Wednesday, December 29, 2010

Inner Party System, Does It Offend You, Yeah?, and Kele

Being able to book the perfect lineup is a feat for any promoter or venue, but fashion magazine Nylon and their summer music tour managed to do it perfectly. Taking UK darlings, transplating them accross the Atlantic and having them play hip, more intimitate venues, made for a perfect night in New York City.

Inner Party System, although based in the U.S., was the perfect start to the night, playing some crazy electronic based indie music, but by no means selling themselves short by doing it all on a computer. Aligned with an array of instruments, from a drum, to a synth, to even things I didn't recognized, Inner Party System are just a band you can not help but dance to. Not only to the entertain the ears, but the eyes also. Inner Party System have become well known for their fascinating light shows during their performances. My only regret is that they were on so early, the crowd wasn't quite warmed up enough to rave out like this band deserves.

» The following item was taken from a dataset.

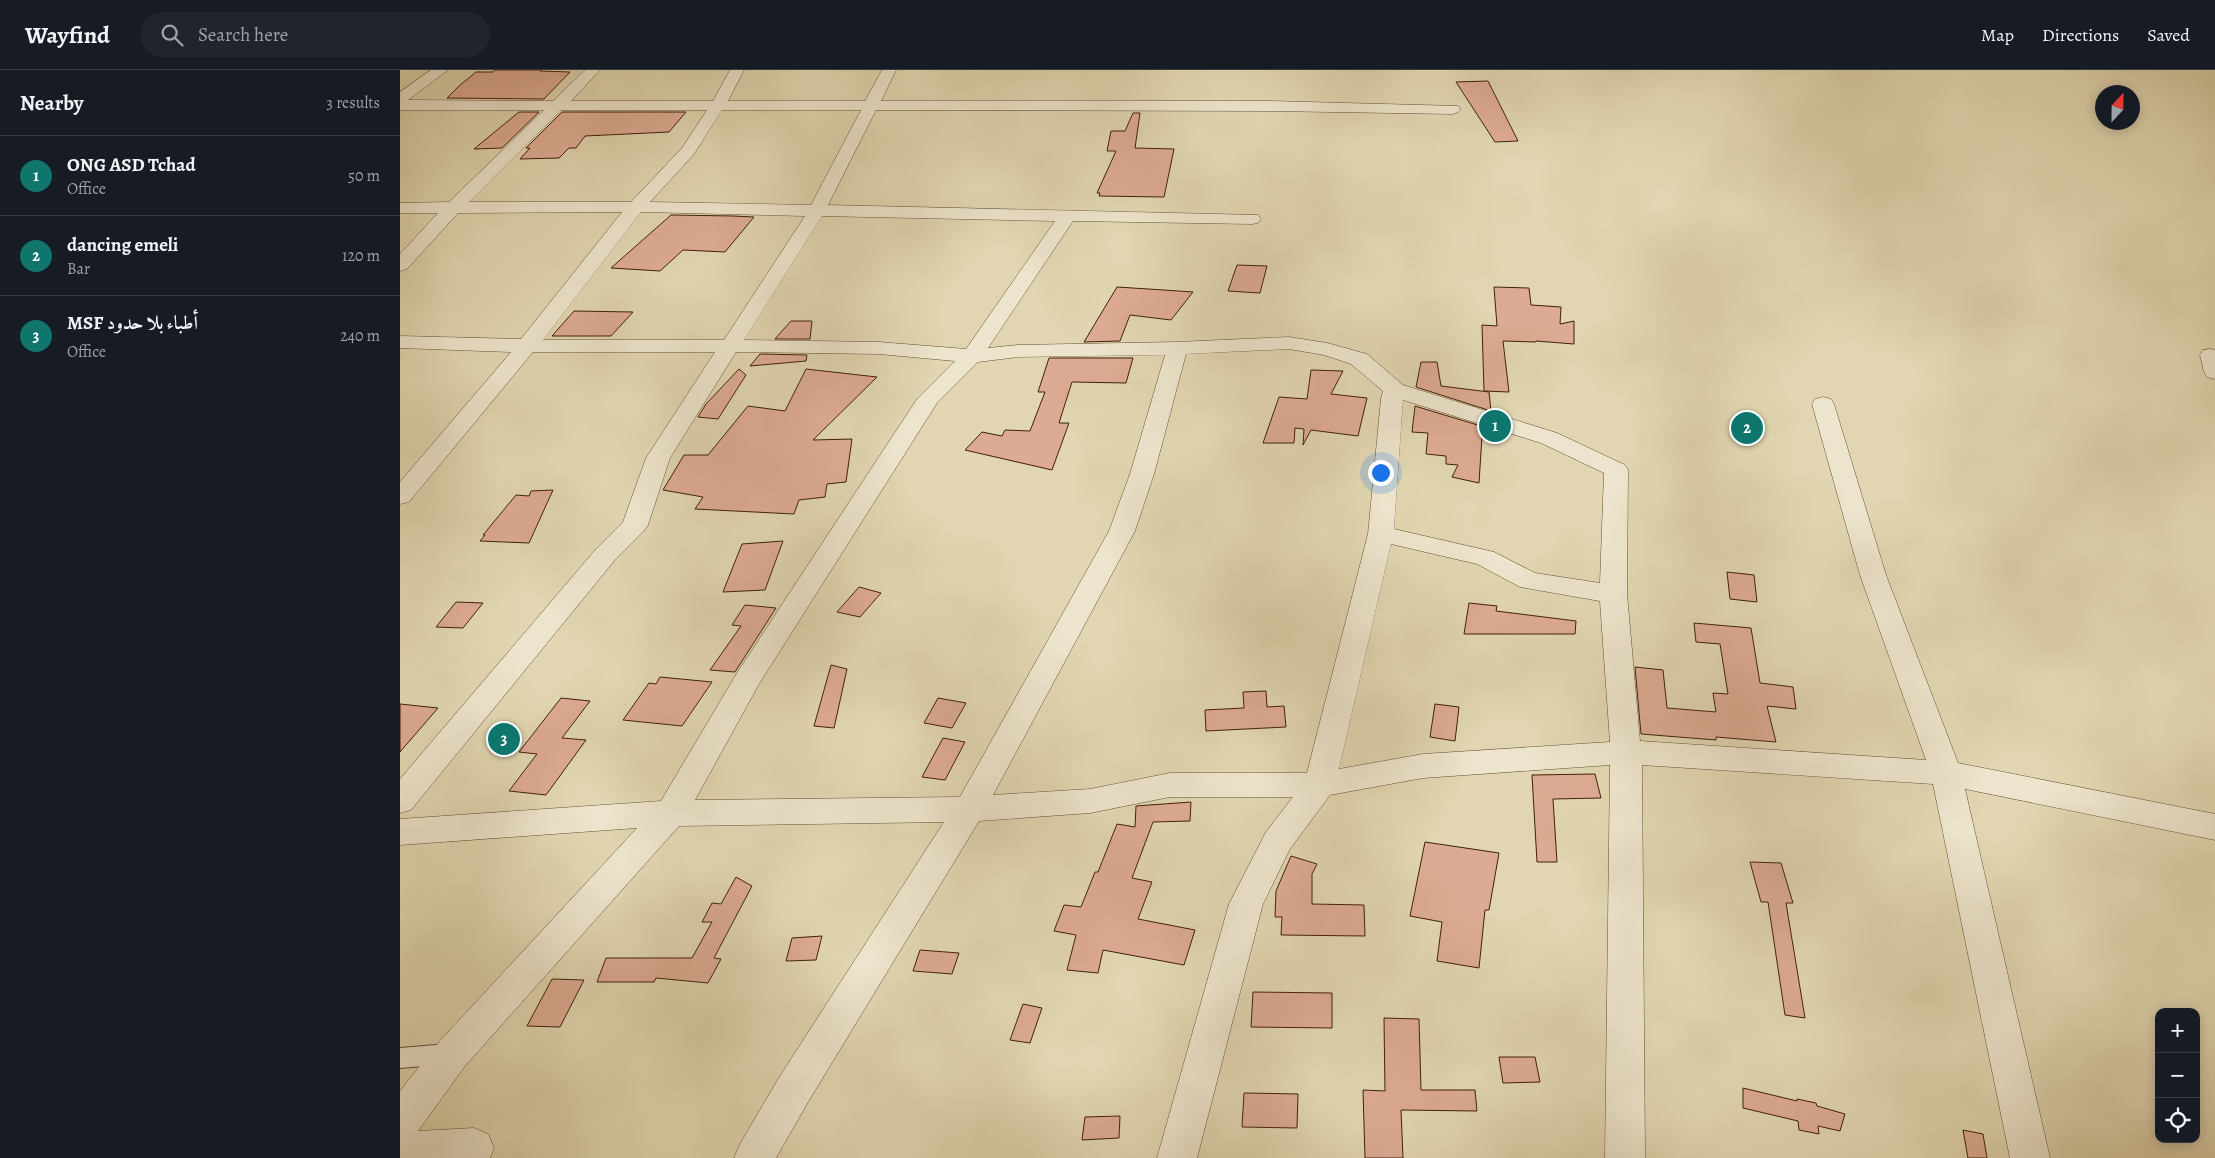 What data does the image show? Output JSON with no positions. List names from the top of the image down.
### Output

Does It Offend You, Yeah? came on after Inner Party System and this time the crowd was ready to rock out. The band however, was missing their lead singer because of illness, so the more indie based songs like hit 'Dawn of the Dead' couldn't be performed. Fortuneately, as an electro-indie band, Does It Offend You, Yeah? had plenty of arsenal to put on a great show, including dance rock his 'Rockstars.' By the time Does It Offend You, Yeah? left the stage, I was hot, sweaty, and still ready to dance.

Luckily headliner Kele of the Bloc Party fame, although still very electronic in some of his material, was a calmer performance than his two predecessors, but still lit up Webster Hall with his energy. He treated his crowd of 'new fans' to his two UK hits 'Tenderoni' and 'Everything You Wanted', a song he says is about regret. The 'old fans' got a treat too with a Bloc Party melody in the middle of his act, and two Bloc Party hits in the encore. His only mistake was wearing a Detroit Pistons shirt in New York City, which he explained in a very a camp voice, "I liked the color."

Although the alcohol was too expensive and the bathrooms were coed and plain out in the open of the venue, Webster Hall provided a great opportunity to enjoy some electro indie rock in an intimate setting that bands of this caliber hardly play. The energy was perfect and the atmosphere elevating.